The $2.8 million application reflects all of the work for the whole project, Flannigan explained, including bridging or placing culverts in waterways and a raised puncheon trailbed near the edge of Black Butte Ranch.
Sisters Trails Alliance (STA) chairman Gary Guttormsen told The Nugget that the numbers in the grant request were put together by the Forest Service.
"All of this work was done by the Forest Service engineers," he said.
The only part of the project currently under funding consideration is Phase I. That portion of the project is estimated at $801,000. The applicants - the Forest Service and STA - are seeking $712,000 through the 2015-2018 STIP funding process. STIP stands for Statewide Transportation Improvement Program.
"We've got that down," Guttormsen said. "We scaled it back to just Phase I."
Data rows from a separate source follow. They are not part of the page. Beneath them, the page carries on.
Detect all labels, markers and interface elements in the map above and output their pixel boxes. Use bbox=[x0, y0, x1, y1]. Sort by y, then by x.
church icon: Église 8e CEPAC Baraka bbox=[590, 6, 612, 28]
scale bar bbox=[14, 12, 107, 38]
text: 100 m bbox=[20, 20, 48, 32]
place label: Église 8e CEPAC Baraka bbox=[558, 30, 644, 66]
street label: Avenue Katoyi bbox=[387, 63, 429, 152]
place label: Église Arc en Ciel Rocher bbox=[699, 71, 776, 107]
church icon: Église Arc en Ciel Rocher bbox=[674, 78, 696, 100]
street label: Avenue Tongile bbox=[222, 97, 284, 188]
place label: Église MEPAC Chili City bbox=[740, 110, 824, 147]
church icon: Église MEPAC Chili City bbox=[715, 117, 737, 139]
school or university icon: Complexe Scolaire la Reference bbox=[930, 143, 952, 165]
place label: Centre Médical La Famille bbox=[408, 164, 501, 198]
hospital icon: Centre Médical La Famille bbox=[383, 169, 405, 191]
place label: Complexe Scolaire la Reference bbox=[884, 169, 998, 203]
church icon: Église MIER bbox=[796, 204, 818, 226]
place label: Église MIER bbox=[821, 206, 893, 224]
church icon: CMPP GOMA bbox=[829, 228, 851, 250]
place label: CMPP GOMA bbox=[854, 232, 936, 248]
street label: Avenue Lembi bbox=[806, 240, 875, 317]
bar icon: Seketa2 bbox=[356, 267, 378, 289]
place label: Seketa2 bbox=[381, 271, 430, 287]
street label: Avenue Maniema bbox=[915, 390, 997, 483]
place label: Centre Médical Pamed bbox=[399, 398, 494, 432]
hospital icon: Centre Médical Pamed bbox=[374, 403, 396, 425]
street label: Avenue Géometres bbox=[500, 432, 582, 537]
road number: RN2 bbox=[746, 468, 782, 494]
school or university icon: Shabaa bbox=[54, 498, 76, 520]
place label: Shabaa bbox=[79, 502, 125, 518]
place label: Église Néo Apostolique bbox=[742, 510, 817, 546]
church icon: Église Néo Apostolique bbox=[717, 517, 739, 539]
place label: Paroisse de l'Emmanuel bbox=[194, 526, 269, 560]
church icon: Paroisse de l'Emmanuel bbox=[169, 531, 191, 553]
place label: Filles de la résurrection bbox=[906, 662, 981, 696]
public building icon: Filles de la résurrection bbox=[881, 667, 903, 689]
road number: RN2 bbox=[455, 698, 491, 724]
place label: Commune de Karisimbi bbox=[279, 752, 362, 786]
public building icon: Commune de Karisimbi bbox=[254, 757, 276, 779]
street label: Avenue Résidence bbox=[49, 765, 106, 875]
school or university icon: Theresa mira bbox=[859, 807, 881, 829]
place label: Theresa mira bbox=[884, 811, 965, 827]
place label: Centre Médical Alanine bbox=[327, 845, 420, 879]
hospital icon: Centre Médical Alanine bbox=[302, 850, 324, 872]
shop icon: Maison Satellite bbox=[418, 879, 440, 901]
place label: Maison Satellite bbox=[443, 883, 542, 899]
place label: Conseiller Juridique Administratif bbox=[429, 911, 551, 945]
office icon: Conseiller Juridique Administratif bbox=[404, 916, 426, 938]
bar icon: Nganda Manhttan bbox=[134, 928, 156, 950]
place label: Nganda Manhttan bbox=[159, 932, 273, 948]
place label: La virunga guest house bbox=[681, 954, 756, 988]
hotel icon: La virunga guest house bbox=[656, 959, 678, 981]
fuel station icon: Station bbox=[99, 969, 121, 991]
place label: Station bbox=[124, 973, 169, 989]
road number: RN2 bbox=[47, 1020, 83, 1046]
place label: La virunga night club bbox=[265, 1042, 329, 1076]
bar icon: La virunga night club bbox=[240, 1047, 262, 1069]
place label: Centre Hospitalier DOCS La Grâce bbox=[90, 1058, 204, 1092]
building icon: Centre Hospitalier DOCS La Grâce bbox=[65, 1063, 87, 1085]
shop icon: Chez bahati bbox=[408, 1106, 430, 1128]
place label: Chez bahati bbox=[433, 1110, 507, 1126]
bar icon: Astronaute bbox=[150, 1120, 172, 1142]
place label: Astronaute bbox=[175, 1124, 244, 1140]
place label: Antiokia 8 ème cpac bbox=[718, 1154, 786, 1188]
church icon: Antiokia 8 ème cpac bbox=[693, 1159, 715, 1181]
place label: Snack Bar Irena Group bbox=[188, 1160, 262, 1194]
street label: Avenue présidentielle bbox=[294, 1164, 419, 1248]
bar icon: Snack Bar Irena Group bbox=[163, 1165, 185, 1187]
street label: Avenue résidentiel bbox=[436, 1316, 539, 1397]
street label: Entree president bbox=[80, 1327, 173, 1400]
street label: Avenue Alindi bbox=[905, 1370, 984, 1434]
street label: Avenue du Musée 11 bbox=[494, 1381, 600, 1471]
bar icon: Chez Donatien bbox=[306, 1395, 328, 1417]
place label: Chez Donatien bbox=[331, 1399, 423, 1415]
Reducing the scope of the grant request was necessary to keep the project from falling off the priority list, Guttormsen told The Nugget.
Guttormsen said that ODOT asked all the grant applicants if they could scale their projects.
"We said yes we could," Guttormsen said.
The project still has planning hurdles to cross. STA funded an environmental assessment (EA), which is still underway at the Forest Service.
"The EA is not complete," Flannigan said. "However, with the grant cycle, this was an opportunity to get it out there."
The Tollgate-to-BBR portion of the project has drawn its share of controversy. Skeptics - including some residents of Tollgate concerned about the visual impact on their property - have criticized the cost, the impact on the forest, and the maintenance requirements of the proposed path.
Proponents on the other hand argue that a paved path offers access to the forest for people who might otherwise find it difficult to get out into the woods for recreation. They also tout the economic benefits brought to towns by such amenities.
As far as maintenance concerns go, Guttormsen has noted that STA maintains an extensive network of trails, including the Peterson Ridge Trail, which has become a destination for mountain bikers across the region.